أَنَّ عَبْدَ اللَّهِ بْنَ عَبْدِ الْعَزِيزِ الْعُمَرِيَّ الْعَابِدَ كَتَبَ إِلَى مَالِكٍ يَحُضُّهُ إِلَى الِانْفِرَادِ وَالْعَمَلِ وَيَرْغَبُ بِهِ عَنِ الِاجْتِمَاعِ إِلَيْهِ فِي الْعِلْمِ فَكَتَبَ إِلَيْهِ مَالِكٌ

“Sesungguhnya ‘Abdullah bin Abdul Aziz Al-‘Umarri Al-‘Aabid, seorang ahli ibadah, menulis surat kepada Imam Malik. Beliau menyarankan (memotivasi) Imam Malik untuk menyendiri (uzlah) dan sibuk beribadah dalam kesendirian. Dan dengan motivasi itu, dia ingin menggembosi semangat Imam Malik dari mengajarkan ilmu. Imam Malik pun membalas surat tersebut dengan mengatakan,

أَنَّ اللَّهَ عَزَّ وَجَلَّ قَسَّمَ الْأَعْمَالَ كَمَا قَسَّمَ الْأَرْزَاقَ فَرُبَّ رَجُلٍ فُتِحَ لَهُ فِي الصَّلَاةِ وَلَمْ يُفْتَحْ لَهُ فِي الصَّوْمِ وَآخَرَ فُتِحَ لَهُ فِي الصَّدَقَةِ وَلَمْ يُفْتَحْ لَهُ فِي الصِّيَامِ وَآخَرَ فُتِحَ لَهُ فِي الْجِهَادِ وَلَمْ يُفْتَحْ لَهُ فِي الصَّلَاةِ وَنَشْرُ الْعِلْمِ وَتَعْلِيمُهُ مِنْ أَفْضَلِ أَعْمَالِ الْبِرِّ وَقَدْ رَضِيتُ بِمَا فَتَحَ اللَّهُ لِي فِيهِ مِنْ ذَلِكَ وَمَا أَظُنُّ مَا أَنَا فِيهِ بِدُونِ مَا أَنْتَ فِيهِ وَأَرْجُو أَنْ يَكُونَ كِلَانَا عَلَى خَيْرٍ وَيَجِبُ عَلَى كُلِّ وَاحِدٍ مِنَّا أَنْ يَرْضَى بِمَا قُسِّمَ لَهُ

‘Sesungguhnya Allah Ta’ala itu membagi amal (ibadah) sebagaimana Allah membagi rizki (maksudnya, ada yang sumber rizkinya dari berdagang, menjadi petani, dan seterusnya, pen.). Ada orang yang dibukakan untuknya pintu shalat, namun tidak dibukakan pintu puasa. Sedangkan yang lain, dibukakan pintu sedekah, namun tidak dibukakan pintu puasa. Yang lain lagi, dibukakan pintu jihad, namun tidak dibukakan pintu shalat. Adapun menyebarkan ilmu dan mengajarkannya termasuk di antara amal kebaikan yang paling utama. Dan sungguh aku telah ridha dengan apa yang telah Allah Ta’ala bukakan untukku. Aku tidak menyangka amal yang Allah mudahkan untukku itu lebih rendah dari amal yang Engkau kerjakan. Aku berharap bahwa kita berdua berada dalam kebaikan. Dan wajib atas setiap kita untuk ridha terhadap amal yang telah dibagi untuknya.” (At-Tamhiid, 7/158 dan Siyar A’laam An-Nubalaa’, 8: 114)

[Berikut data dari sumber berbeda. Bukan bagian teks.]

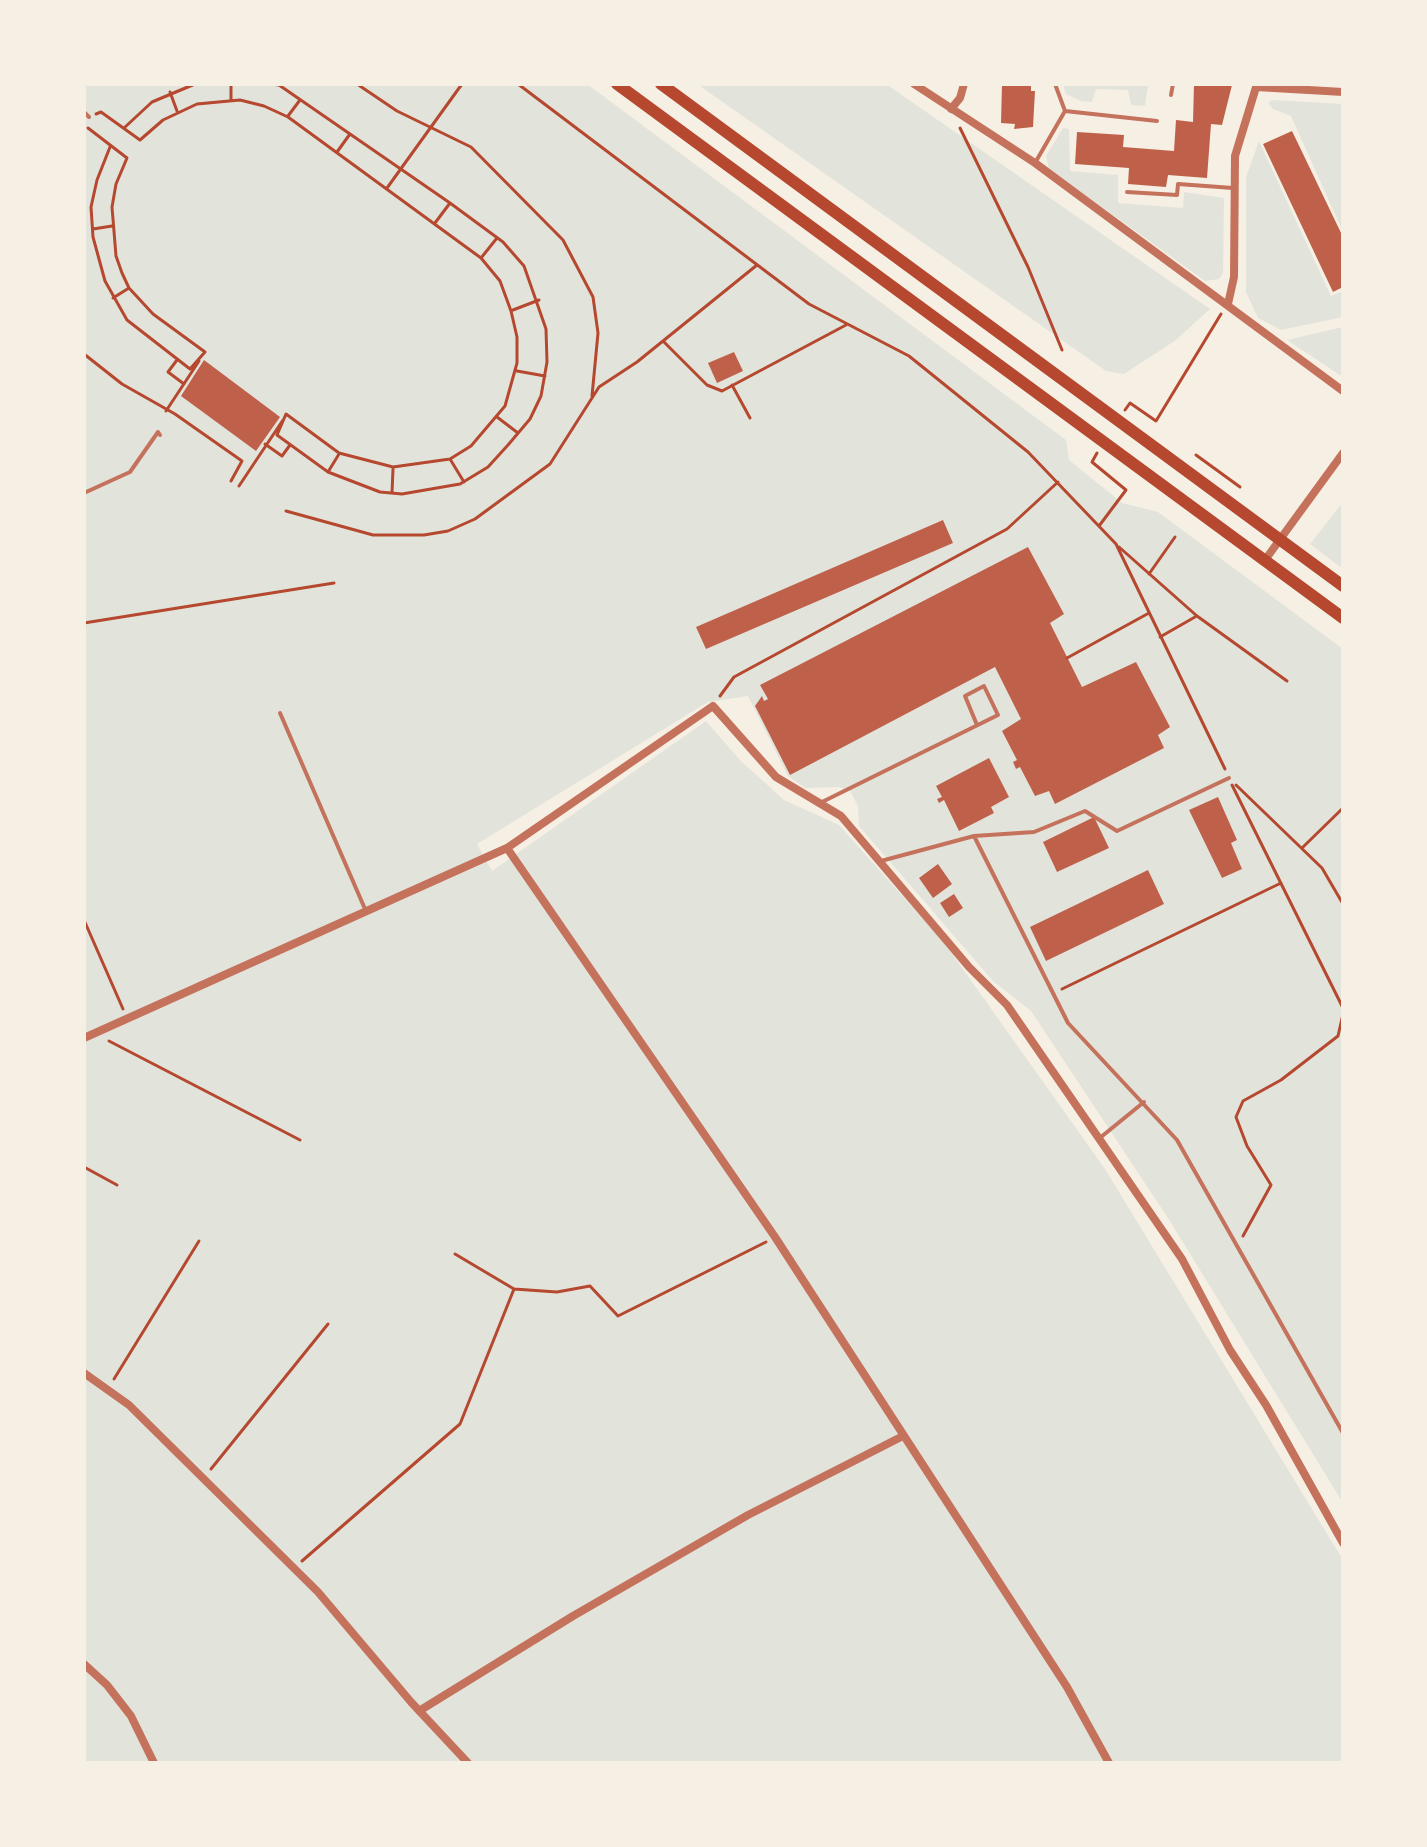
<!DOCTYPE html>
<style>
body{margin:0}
#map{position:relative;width:1427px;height:1847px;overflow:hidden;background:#f6efe4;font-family:"Work Sans",sans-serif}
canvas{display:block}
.frame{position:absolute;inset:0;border:86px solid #f6efe4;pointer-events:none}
</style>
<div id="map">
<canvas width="1427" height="1847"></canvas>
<div class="frame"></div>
</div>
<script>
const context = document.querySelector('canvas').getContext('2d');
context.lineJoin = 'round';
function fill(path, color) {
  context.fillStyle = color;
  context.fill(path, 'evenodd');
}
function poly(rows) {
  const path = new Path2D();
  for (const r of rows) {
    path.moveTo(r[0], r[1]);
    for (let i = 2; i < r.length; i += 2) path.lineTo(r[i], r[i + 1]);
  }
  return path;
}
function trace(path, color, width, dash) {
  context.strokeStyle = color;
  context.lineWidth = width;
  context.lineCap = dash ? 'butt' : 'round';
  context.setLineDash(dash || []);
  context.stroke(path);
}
const green = poly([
 [84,84,587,84,1066,440,1069,460,1122,503,1158,512,1343,649,1343,1503,1168,1218,1031,1011,993,981,859,826,858,806,850,791,839,787,805,788,788,776,748,696,708,702,477,844,492,871,706,721,741,761,784,800,839,825,943,941,1105,1169,1343,1560,1343,1763,84,1763],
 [697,84,886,84,1210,309,1176,340,1124,374,1106,371],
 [1063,84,1148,84,1145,106,1131,105,1128,90,1096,89,1092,102,1081,101,1066,94],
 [1271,100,1343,104,1343,232,1291,116,1273,109,1268,103],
 [1063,128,1069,129,1070,171,1118,175,1118,203,1183,208,1184,192,1224,198,1223,273,1219,279,1205,281,1049,169,1046,156],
 [1259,141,1331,296,1343,291,1343,317,1281,330,1258,318,1246,292,1246,177],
 [1343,327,1343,377,1287,340],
 [1343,502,1343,569,1310,544]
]);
const building = poly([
 [1002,84,1031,84,1031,91,1035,91,1033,127,1014,129,1015,124,1001,123],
 [1194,84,1232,85,1222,125,1211,124,1207,178,1168,175,1166,187,1128,184,1129,168,1075,164,1077,132,1124,135,1123,147,1174,151,1176,120,1193,122],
 [1292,131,1343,237,1343,287,1333,292,1263,144],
 [734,352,743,371,717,383,708,363],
 [204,360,280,417,256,451,181,396],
 [943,520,953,543,706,649,696,627],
 [1028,547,1064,614,1050,623,1082,687,1136,662,1170,727,1158,735,1164,748,1055,804,1049,791,1035,796,1020,767,1016,769,1013,762,1017,760,1002,731,1021,719,995,667,790,775,755,706,762,696,764,701,768,699,760,685],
 [989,758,1009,797,991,807,994,813,959,831,944,800,939,803,937,799,942,797,936,786],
 [1218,797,1237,840,1231,843,1242,869,1222,878,1189,810],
 [1094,817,1109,848,1057,872,1043,842],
 [938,864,952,884,933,898,919,878],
 [1148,870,1164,904,1046,961,1030,927],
 [954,894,963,908,949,917,940,903]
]);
const path = poly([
 [231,84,231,100],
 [357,84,397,111,471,147,563,240,593,297,598,333,592,396],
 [518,84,809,304,909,356,1028,452,1116,544,1225,769],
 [170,92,177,111],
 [96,114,101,112,140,140,163,120,197,104,240,100,264,106,288,117,481,258,500,281,511,311,517,337,517,363,505,406,471,446,450,459,393,467,339,453,286,414,277,435,328,472,380,492,402,494,460,484,488,467,508,445,530,419,541,396,547,362,546,329,524,266,503,242,450,203,279,85,270,84],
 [288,116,300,100],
 [88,128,127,158,116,184,112,207,116,256,122,273,129,288,153,314,205,352,190,369,127,320,105,281,93,237,91,207,97,180,110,147],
 [124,128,152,102,195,84],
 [960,128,1028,267,1062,350],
 [337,152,350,134],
 [387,188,462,84],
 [435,223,450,203],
 [93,229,112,226],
 [481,258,497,238],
 [113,298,129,288],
 [513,310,539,300],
 [663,341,707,385,722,391,846,325],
 [84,354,122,384,175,414,242,461,231,481],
 [177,360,168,372,184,384],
 [517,371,545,376],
 [732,385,750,418],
 [1125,410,1130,403,1156,421,1221,314],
 [166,411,199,361],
 [497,417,518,433],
 [265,444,282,456,290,445],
 [1097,453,1092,462,1126,490,1099,526],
 [1196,455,1240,487],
 [450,459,464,482],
 [328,472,339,454],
 [239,486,283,420],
 [392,493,393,469],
 [286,511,373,535,424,535,448,531,475,519,550,464,599,387,637,362,757,265],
 [1119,547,1197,616,1287,681],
 [1149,574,1175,537],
 [84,623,334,583],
 [1160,637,1195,617],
 [1067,658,1149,613],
 [720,696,734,677,1007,529,1058,482],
 [1232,785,1343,1008],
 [1236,785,1322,868,1343,904],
 [1302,848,1343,808],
 [84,920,123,1009],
 [1062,989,1281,883],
 [109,1041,300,1140],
 [84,1167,117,1185],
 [1243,1236,1271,1185,1247,1146,1236,1117,1243,1101,1281,1080,1338,1036,1343,1014],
 [455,1254,514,1289,557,1292,590,1286,618,1316,766,1242],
 [114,1379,199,1241],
 [211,1469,328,1324],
 [302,1561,460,1424,514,1289]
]);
const service = poly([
 [1055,84,1065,111],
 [1171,95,1173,84],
 [84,112,89,117],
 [1035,163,1065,111,1157,121],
 [1127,192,1177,195,1178,184,1233,188],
 [84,493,130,472,158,432,160,435],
 [280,713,365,909],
 [822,802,998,715,984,686,965,696,977,725],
 [974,836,1068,1023,1177,1140,1343,1433],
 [881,861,974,836,1034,832,1085,811,1117,831,1229,778],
 [1101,1137,1144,1102]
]);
const minor = poly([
 [914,84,1035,163,1343,391],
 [1256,87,1343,92],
 [951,109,960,98,964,84],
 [1228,304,1234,277,1235,156,1257,84],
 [1265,560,1343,453],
 [507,848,775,1237,1067,1687,1109,1763],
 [84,1038,507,848,713,706,776,777,841,816,969,967,1007,1005,1182,1259,1230,1350,1266,1405,1343,1543],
 [84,1373,129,1405,318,1592,411,1702,468,1763],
 [84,1664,107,1685,131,1716,154,1763],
 [419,1711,573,1616,748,1515,903,1436]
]);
const secondary = poly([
 [617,84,1343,618],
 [661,84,1343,586]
]);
fill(green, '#e2e4dc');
fill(building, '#bf614a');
trace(path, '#b5482f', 3);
trace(service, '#c5725c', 4);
trace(minor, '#c5725c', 8);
trace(secondary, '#b5482f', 12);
</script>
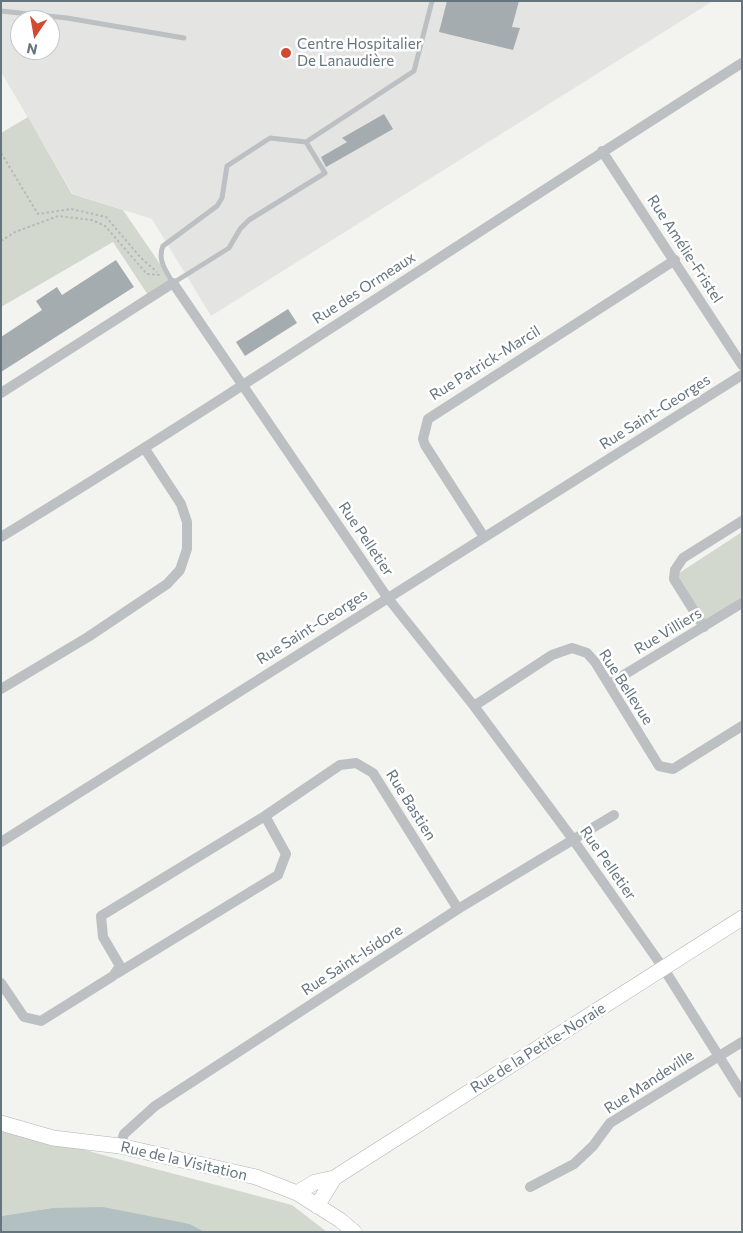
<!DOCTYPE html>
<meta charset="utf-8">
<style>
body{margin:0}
#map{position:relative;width:743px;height:1233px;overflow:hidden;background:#f3f3ef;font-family:Commissioner,sans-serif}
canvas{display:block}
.frame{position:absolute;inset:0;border:2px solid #65757e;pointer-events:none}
.north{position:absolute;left:10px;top:10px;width:50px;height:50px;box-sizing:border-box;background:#fff;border:1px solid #c1c8cb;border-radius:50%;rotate:192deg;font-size:14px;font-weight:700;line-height:20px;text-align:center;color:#65757e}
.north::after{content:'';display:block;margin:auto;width:18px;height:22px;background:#d24931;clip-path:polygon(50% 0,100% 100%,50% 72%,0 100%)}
</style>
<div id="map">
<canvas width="743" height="1233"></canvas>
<div class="frame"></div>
<div class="north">N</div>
</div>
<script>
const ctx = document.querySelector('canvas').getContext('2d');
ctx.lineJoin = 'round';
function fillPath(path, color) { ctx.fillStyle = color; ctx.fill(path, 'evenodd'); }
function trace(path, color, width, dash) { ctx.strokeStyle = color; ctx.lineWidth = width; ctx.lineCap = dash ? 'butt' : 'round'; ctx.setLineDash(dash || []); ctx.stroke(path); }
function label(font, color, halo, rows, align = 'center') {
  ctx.font = font + ' Commissioner,sans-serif'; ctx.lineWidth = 5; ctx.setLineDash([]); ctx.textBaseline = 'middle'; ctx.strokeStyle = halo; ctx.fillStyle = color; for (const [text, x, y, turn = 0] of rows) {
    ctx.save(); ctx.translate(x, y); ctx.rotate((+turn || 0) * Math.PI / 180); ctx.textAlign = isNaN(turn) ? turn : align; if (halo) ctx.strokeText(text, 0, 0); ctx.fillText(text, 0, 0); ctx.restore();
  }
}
const built = new Path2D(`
 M1,1H713L211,316L152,219L73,194L1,72ZM20,20H50V50H20Z`);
const green = new Path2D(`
 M28,117L72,194L123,210L173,283L150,298L113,242L1,307V133Z
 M742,532V598L706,621L676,575Z
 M1,1124L99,1154L292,1205L327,1232H205L190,1224L52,1208L1,1216Z`);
const water = new Path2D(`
 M103,1207L190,1224L205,1232H1V1216L52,1208Z`);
const building = new Path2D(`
 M447,1H519L512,27L520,28L513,50L439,32Z
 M384,114L393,129L326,167L321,157L347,142L342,138Z
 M116,260L134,287L1,372V337L42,310L36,301L57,287L62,295Z
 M288,309L297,323L245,356L236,342Z`);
const path = new Path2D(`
 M1,153L38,214L71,209L106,217L141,258L157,272
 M1,241L15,232L58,216L92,220L105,226L147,274L160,275`);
const lane = new Path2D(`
 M1,11L67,18L184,38
 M306,142L325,173L249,220L240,229L229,248L173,283C166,271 157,260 163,246L217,206L222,198L227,166L270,138L306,142L414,71L432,1`);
const street = new Path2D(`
 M602,151L742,365
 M1,393L173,283L387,597L474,706L572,838L664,969L742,1093
 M1,537C251,384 494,220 742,63
 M484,537L425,445L423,439L428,419L675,260
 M704,627L674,579L675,570L683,558L742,521
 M609,684L742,603
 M1,689L88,637L167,584L180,570L187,549V522L181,504L145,449
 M474,706L552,655L572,648L587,653L595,662L659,766L673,769L742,726
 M1,842L742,375
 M116,974L278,875L286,854L265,816
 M1,983L24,1017L41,1021L113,976L120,966L103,937L101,916L265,816L340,765L356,763L373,773L458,909
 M120,1146L124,1134L155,1106L458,909L614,815
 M530,1187L574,1164L593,1146L610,1123L742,1042`);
const secondary = new Path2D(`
 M1,1123L53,1138L120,1146L256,1177L297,1193L340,1220L354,1232
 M297,1193L315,1182L334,1178L742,918
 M317,1206L334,1178`);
const markers = [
 [286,53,6,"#d24931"]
];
const poiNames = [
 ["Centre Hospitalier",297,44],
 ["De Lanaudière",297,61]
];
const streetNames = [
 ["Rue Amélie-Fristel",685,249,57],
 ["Rue des Ormeaux",364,288,-33],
 ["Rue Patrick-Marcil",485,363,-32],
 ["Rue Saint-Georges",655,412,-32],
 ["Rue Pelletier",366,539,56],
 ["Rue Saint-Georges",312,627,-32],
 ["Rue Villiers",668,631,-31],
 ["Rue Bellevue",626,687,57],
 ["Rue Bastien",411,805,58],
 ["Rue Pelletier",608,863,55],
 ["Rue Saint-Isidore",352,960,-33],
 ["Rue de la Petite-Noraie",538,1048,-32],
 ["Rue Mandeville",649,1082,-33],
 ["Rue de la Visitation",184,1161,13]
];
fillPath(built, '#e4e4e3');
fillPath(green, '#d3d8cf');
fillPath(water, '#b3c0c2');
fillPath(building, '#a5acb0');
trace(secondary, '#afb4b7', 16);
trace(path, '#b6b9bb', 2, [2.5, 2.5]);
trace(lane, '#bcc0c3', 5);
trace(street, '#bcc0c3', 10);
trace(secondary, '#fff', 15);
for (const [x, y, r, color] of markers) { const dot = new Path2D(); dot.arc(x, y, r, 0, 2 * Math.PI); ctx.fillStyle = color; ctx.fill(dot); trace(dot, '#fff', 2); }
label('15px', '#65757e', '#fff', poiNames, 'left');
label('15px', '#65757e', '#fff', streetNames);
</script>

Demikianlah nasihat indah Imam Malik rahimahullah yang perlu diperhatikan. Dalam ibadah sunnah, janganlah kita meremehkan orang lain karena berbeda dengan kita. Termasuk dalam dakwah. Kita dapati sebagian ustadz sangat rajin dan gemar menulis, dan menghasilkan karya-karya tulisan yang banyak. Karena memang beliau sejak dulu rajin dan gemar menulis. Namun, ustadz yang lain, belum tentu sama, karena dia disibukkan dengan dakwah langsung di masyarakat, atau menjadi relawan kemanusiaan yang terjun langsung di daerah-daerah pedalaman yang belum tersentuh dakwah.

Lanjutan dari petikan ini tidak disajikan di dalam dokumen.